One word more: This love of our neighbour is the only door out of the dungeon of self, where we mope and mow, striking sparks, and rubbing phosphorescences out of the walls, and blowing our own breath in our own nostrils, instead of issuing to the fair sunlight of God, the sweet winds of the universe. The man thinks his consciousness is himself; whereas his life consisteth in the inbreathing of God, and the consciousness of the universe of truth. To have himself, to know himself, to enjoy himself, he calls life; whereas, if he would forget himself, tenfold would be his life in God and his neighbours. The region of man’s life is a spiritual region. God, his friends, his neighbours, his brothers all, is the wide world in which alone his spirit can find room. Himself is his dungeon. If he feels it not now, he will yet feel it one day—feel it as a living soul would feel being prisoned in a dead body, wrapped in sevenfold cerements, and buried in a stone-ribbed vault within the last ripple of the sound of the chanting people in the church above. His life is not in knowing that he lives, but in loving all forms of life. He is made for the All, for God, who is the All, is his life. And the essential joy of his life lies abroad in the liberty of the All. His delights, like those of the Ideal Wisdom, are with the sons of men. His health is in the body of which the Son of Man is the head. The whole region of life is open to him—nay, he must live in it or perish.
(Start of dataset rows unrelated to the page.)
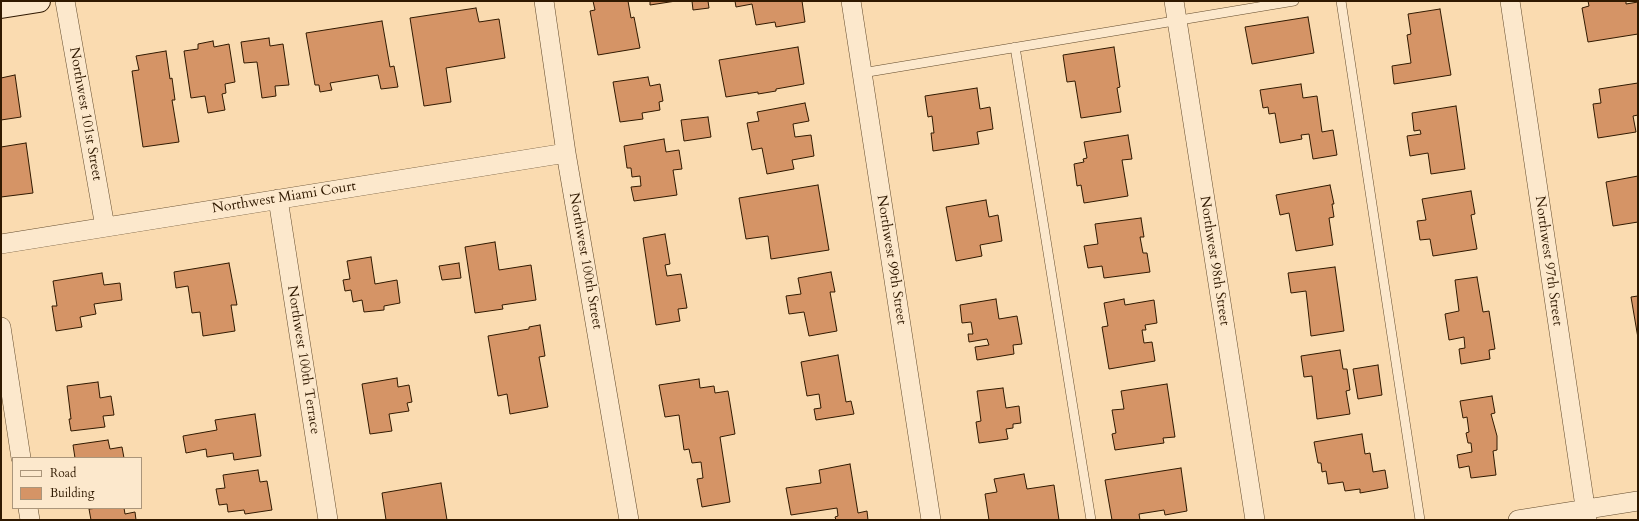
<!DOCTYPE html>
<html>
<head>
<meta charset="utf-8">
<style>
	body { margin:0 }
	#map { position:relative; width:1639px; height:521px; overflow:hidden; background:#fadbb0; font-family:Cardo,serif }
	canvas { display:block }
	.frame { position:absolute; inset:0; border:2px solid #301900; pointer-events:none }
	.legend { position:absolute; left:12px; top:457px; width:130px; height:52px; box-sizing:border-box; background:#fce8cc; border:1px solid #aa957a; margin:0; padding:5px 7px; list-style:none; font-size:12px; color:#301900 }
	.legend li { display:flex; align-items:center; gap:8px; height:20px }
	.legend b { width:20px; border:1px solid #aa957a }
</style>
</head>
<body>
<div id="map">
<canvas width="1639" height="521"></canvas>
<div class="frame"></div>
<ul class="legend">
<li><b style="height:5px;background:#fce8cc"></b>Road</li>
<li><b style="height:11px;background:#d59466"></b>Building</li>
</ul>
</div>
<script>
const c = document.querySelector('canvas').getContext('2d');
c.lineJoin = 'round';
function fillPath(path, color) { c.fillStyle = color; c.fill(path, 'evenodd'); }
const poly = rows => new Path2D(rows.map(r => 'M' + r).join(''));
function trace(path, color, width, dash) { c.strokeStyle = color; c.lineWidth = width; c.lineCap = dash ? 'butt' : 'round'; c.setLineDash(dash || []); c.stroke(path); }
function drawText(font, color, halo, rows, align = 'center') {
  c.font = font + ' Cardo,serif'; c.lineWidth = 3; c.setLineDash([]); c.textBaseline = 'middle'; c.strokeStyle = halo; c.fillStyle = color; for (const [text, x, y, turn = 0] of rows) {
    c.save(); c.translate(x, y); c.rotate((+turn || 0) * Math.PI / 180); c.textAlign = isNaN(turn) ? turn : align; if (halo) c.strokeText(text, 0, 0); c.fillText(text, 0, 0); c.restore();
  }
}
const building = poly([
	[593,1,628,1,631,18,634,17,640,48,598,55,590,11,595,10,593,1],
	[650,1,676,1,650,5,650,1],
	[692,1,708,1,709,8,693,10,692,1],
	[735,1,802,1,805,22,776,27,775,22,756,25,752,4,736,7,735,1],
	[1588,1,1626,1,1626,4,1638,2,1638,34,1588,42,1582,8,1589,6,1588,1],
	[476,8,479,22,499,19,505,58,446,68,451,102,424,106,410,18,476,8],
	[1440,9,1451,75,1394,84,1392,66,1411,63,1407,35,1411,34,1408,14,1440,9],
	[1308,17,1314,53,1252,64,1245,27,1308,17],
	[382,21,390,67,394,66,398,87,381,89,378,75,330,83,332,90,320,92,319,85,315,85,306,33,382,21],
	[269,38,270,46,283,44,289,85,275,86,276,96,262,98,257,62,244,63,241,42,269,38],
	[213,41,214,47,229,44,235,82,225,84,226,93,222,94,225,110,208,113,205,96,191,98,184,51,198,49,198,44,213,41],
	[798,47,804,84,776,89,776,91,758,94,758,92,726,97,719,60,798,47],
	[1114,47,1120,87,1117,88,1121,112,1081,118,1075,81,1067,82,1063,55,1114,47],
	[166,51,170,79,172,78,175,100,172,100,179,142,143,147,132,71,139,70,136,56,166,51],
	[15,75,21,117,1,120,1,78,15,75],
	[648,77,650,86,660,84,663,101,659,102,660,110,642,113,643,119,620,122,613,82,648,77],
	[1638,83,1638,115,1633,116,1636,132,1598,138,1593,104,1601,103,1599,89,1638,83],
	[1301,84,1303,98,1317,96,1322,132,1333,130,1337,155,1313,159,1309,134,1301,135,1302,139,1280,143,1275,113,1269,114,1268,107,1263,108,1260,90,1301,84],
	[977,88,980,109,990,107,993,129,977,132,979,144,933,151,931,133,934,133,932,116,928,117,925,96,977,88],
	[805,103,809,121,793,124,795,137,811,135,814,156,792,160,794,169,767,174,762,148,752,150,747,123,759,121,757,112,805,103],
	[1456,106,1465,169,1431,174,1428,153,1410,156,1407,136,1421,134,1420,130,1414,131,1412,113,1456,106],
	[708,117,711,137,684,141,681,120,708,117],
	[1128,135,1132,159,1122,160,1128,196,1084,203,1081,185,1077,186,1074,164,1084,162,1083,159,1087,158,1084,142,1128,135],
	[664,139,666,152,679,150,682,169,673,170,677,195,634,201,631,187,641,186,640,176,632,177,631,168,627,168,624,146,664,139],
	[26,143,33,193,1,197,1,147,26,143],
	[1638,176,1638,222,1613,226,1606,182,1638,176],
	[818,185,829,250,771,259,768,236,746,239,739,198,818,185],
	[1330,185,1334,204,1332,204,1334,217,1329,218,1333,245,1296,251,1289,213,1280,215,1276,195,1330,185],
	[1471,191,1475,214,1471,215,1477,249,1433,256,1430,239,1420,240,1417,221,1426,220,1422,199,1471,191],
	[986,200,989,217,998,215,1002,241,980,245,982,256,956,261,946,207,986,200],
	[1141,218,1144,237,1140,237,1143,253,1147,253,1150,272,1104,278,1102,266,1088,268,1084,246,1098,244,1095,224,1141,218],
	[665,234,670,264,665,265,667,276,681,274,687,308,678,309,680,321,656,325,643,238,665,234],
	[495,242,499,270,531,265,536,300,502,305,503,309,475,313,465,247,495,242],
	[371,257,375,284,397,280,400,303,384,306,384,310,364,312,362,300,353,302,351,290,345,291,343,280,350,279,347,261,371,257],
	[229,263,237,305,231,305,235,331,203,336,200,312,192,313,188,286,176,288,174,272,229,263],
	[459,263,461,278,442,280,439,266,459,263],
	[1335,267,1344,331,1311,336,1306,291,1291,293,1288,273,1335,267],
	[831,272,835,292,830,292,837,331,809,336,804,312,789,314,786,296,801,294,798,278,831,272],
	[102,273,104,285,120,283,122,300,94,304,96,314,80,317,82,327,56,331,52,306,57,306,53,281,102,273],
	[1477,277,1483,312,1489,311,1495,349,1489,350,1490,359,1461,364,1459,349,1465,348,1464,337,1449,340,1445,314,1459,311,1455,280,1477,277],
	[1638,296,1638,338,1631,297,1638,296],
	[996,299,999,319,1017,316,1022,344,1013,345,1014,354,977,360,975,347,989,345,987,339,969,342,968,334,973,334,971,322,962,323,960,305,996,299],
	[1124,299,1125,305,1154,300,1157,323,1145,325,1146,330,1142,330,1144,343,1152,342,1155,361,1109,369,1102,327,1108,326,1104,303,1124,299],
	[540,325,545,356,539,357,548,407,510,414,507,394,498,396,488,336,529,329,529,327,540,325],
	[1340,350,1343,369,1347,369,1350,390,1346,391,1350,414,1317,419,1312,376,1304,377,1301,356,1340,350],
	[838,355,846,402,851,401,854,414,816,420,814,409,821,408,819,394,807,396,801,362,838,355],
	[1378,365,1382,395,1358,399,1353,369,1378,365],
	[397,378,398,387,409,385,412,402,407,403,409,411,389,414,392,431,370,434,362,384,397,378],
	[699,379,700,388,714,386,715,393,728,391,735,434,720,437,730,502,702,507,697,479,703,478,701,462,692,463,689,449,684,450,679,415,665,417,659,385,699,379],
	[98,382,100,398,111,396,114,415,103,416,105,427,71,431,69,419,71,419,67,386,98,382],
	[1167,384,1175,437,1163,438,1164,443,1115,450,1112,434,1116,433,1112,410,1124,409,1121,391,1167,384],
	[1003,388,1006,408,1019,406,1021,423,1013,424,1013,428,1006,429,1008,439,979,443,976,422,981,421,977,391,1003,388],
	[1492,396,1495,413,1491,414,1497,436,1497,450,1493,451,1496,475,1471,478,1469,466,1459,468,1457,455,1472,452,1471,443,1468,443,1466,433,1469,432,1467,417,1463,418,1460,401,1492,396],
	[255,414,261,456,234,460,233,453,207,457,206,449,186,453,183,436,217,430,215,420,255,414],
	[1362,434,1365,454,1370,453,1373,472,1385,470,1388,488,1360,493,1360,489,1345,491,1343,482,1328,484,1326,471,1322,472,1321,463,1318,463,1314,442,1362,434],
	[108,440,110,449,122,447,124,458,75,458,73,445,108,440],
	[850,464,858,513,867,511,868,520,836,520,835,517,838,516,837,508,791,515,786,488,821,483,819,470,850,464],
	[1181,468,1187,511,1165,515,1164,510,1139,514,1140,520,1112,520,1105,480,1181,468],
	[258,470,260,482,267,481,272,510,245,514,244,510,228,512,227,504,219,505,216,489,225,488,223,475,258,470],
	[1024,474,1027,489,1054,485,1059,520,989,520,985,494,997,492,994,479,1024,474],
	[441,483,447,520,386,520,382,493,441,483],
	[98,508,124,508,125,514,135,512,136,520,91,520,89,509,98,508]
]);
fillPath(building, '#d59466');
trace(building, '#301900', 1);
const lane = poly([
	[1341,1,1420,520],
	[1015,47,1091,520],
	[862,73,1294,1]
]);
const street = poly([
	[65,1,105,227],
	[544,1,566,153,629,520],
	[851,1,931,520],
	[1174,1,1255,520],
	[1510,1,1587,520],
	[278,199,328,520],
	[1,244,566,153],
	[1,327,21,458],
	[28,508,30,520],
	[1518,520,1638,501]
]);
const secondary = poly([
	[1,7,39,1]
]);
trace(lane, '#624a2c', 10);
trace(street, '#624a2c', 20);
trace(secondary, '#301900', 24);
trace(lane, '#fce8cc', 9);
trace(street, '#fce8cc', 19);
trace(secondary, '#fce8cc', 22);
drawText('14px', '#301900', '#fce8cc', [
	["Northwest 101st Street",85,114,80],
	["Northwest Miami Court",284,198,-9],
	["Northwest 99th Street",891,260,81],
	["Northwest 100th Street",585,261,80],
	["Northwest 98th Street",1214,261,81],
	["Northwest 97th Street",1548,261,82],
	["Northwest 100th Terrace",303,360,81]
]);
</script>
</body>
</html>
~George MacDonald, Unspoken Sermons
I was just re- listening to this bit from The Voyage of the Dawn Treader:
“Do you think I wouldn’t obey my own rules?” (CS Lewis, Aslan speaking.)
And it struck me again – this time in the light of Lewis’s The Abolition of Man (or should I say “the dark shadow?”), that good people – princes and subjects alike, all subject themselves to the laws of what is good. For somehow they understand that goodness is the very fiber of which reality is made. Unlike other “princes” who make their thrones on high towers, and pass down rules for those who serve under them, but they don’t have to abide by them personally, Christ, True Christianity and the good God we serve all stand in the light of goodness, virtue and truth. And he who would be the greatest, must be the first to be servant of all. This to me is the spirit of Christ, and in the vein of GK Chesterton, the “atmosphere” of truth, virtue and Goodness. By this we know if we are its disciples: if as we set out, we understand that we set out firstly to follow goodness, truth and virtue, and secondly to serve others, obeying the laws of life. If we set out with a desire to discover our own selves or “greatness,” and have a desire to be served by others, then we are in that moment, children of another mother, and not children of the true spirit of God.
~ Watergirl 🌸
Give me, take from me, as thou wilt. I learn—
Slowly and stubbornly I learn to yield
With a strange hopefulness. As from the field
Of hard-fought battle won, the victor chief
Turns thankfully, although his heart do yearn,
So from my old things to thy new I turn,
With sad, thee-trusting heart, and not in grief.